Each line that contains "Order" needs to be copied from the listing.

- - - -

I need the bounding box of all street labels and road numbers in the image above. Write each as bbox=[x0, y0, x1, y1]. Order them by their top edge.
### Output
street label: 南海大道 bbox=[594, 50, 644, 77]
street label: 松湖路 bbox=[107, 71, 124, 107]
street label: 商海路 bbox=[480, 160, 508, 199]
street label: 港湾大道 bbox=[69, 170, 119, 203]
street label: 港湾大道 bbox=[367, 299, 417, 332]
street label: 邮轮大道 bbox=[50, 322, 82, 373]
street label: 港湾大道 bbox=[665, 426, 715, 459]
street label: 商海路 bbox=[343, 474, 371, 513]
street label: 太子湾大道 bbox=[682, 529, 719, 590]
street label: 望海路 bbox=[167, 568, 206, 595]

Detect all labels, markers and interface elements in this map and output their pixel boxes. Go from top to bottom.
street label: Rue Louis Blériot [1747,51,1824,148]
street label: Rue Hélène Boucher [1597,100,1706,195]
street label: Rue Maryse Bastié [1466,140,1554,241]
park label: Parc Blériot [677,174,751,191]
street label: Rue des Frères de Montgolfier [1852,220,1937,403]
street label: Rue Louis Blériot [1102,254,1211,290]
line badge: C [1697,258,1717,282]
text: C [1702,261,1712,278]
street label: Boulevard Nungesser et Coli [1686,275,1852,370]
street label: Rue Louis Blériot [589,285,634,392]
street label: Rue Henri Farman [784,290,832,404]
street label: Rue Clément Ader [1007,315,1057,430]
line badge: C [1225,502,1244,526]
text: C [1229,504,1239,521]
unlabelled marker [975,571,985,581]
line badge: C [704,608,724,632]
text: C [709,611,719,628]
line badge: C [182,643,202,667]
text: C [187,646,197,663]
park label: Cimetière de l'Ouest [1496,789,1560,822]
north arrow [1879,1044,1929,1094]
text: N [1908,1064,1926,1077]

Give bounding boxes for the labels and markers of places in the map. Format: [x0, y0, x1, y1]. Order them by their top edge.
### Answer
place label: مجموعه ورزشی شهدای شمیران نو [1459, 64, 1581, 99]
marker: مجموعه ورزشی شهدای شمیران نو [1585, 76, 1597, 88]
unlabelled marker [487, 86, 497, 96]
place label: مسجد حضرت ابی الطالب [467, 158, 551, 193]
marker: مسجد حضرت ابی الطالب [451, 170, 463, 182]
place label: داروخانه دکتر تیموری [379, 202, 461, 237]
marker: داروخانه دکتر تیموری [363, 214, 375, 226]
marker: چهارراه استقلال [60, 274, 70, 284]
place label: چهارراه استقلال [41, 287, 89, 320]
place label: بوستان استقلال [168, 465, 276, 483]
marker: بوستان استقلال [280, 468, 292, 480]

- - - -

- **Solution for this exercise**
I need the bounding box of all street labels and road numbers in the image above. Write each as bbox=[x0, y0, x1, y1]. Order them by their top edge.
Give bounding boxes for the labels and markers of places in the map. Format: [x0, y0, x1, y1]. Order them by their top edge.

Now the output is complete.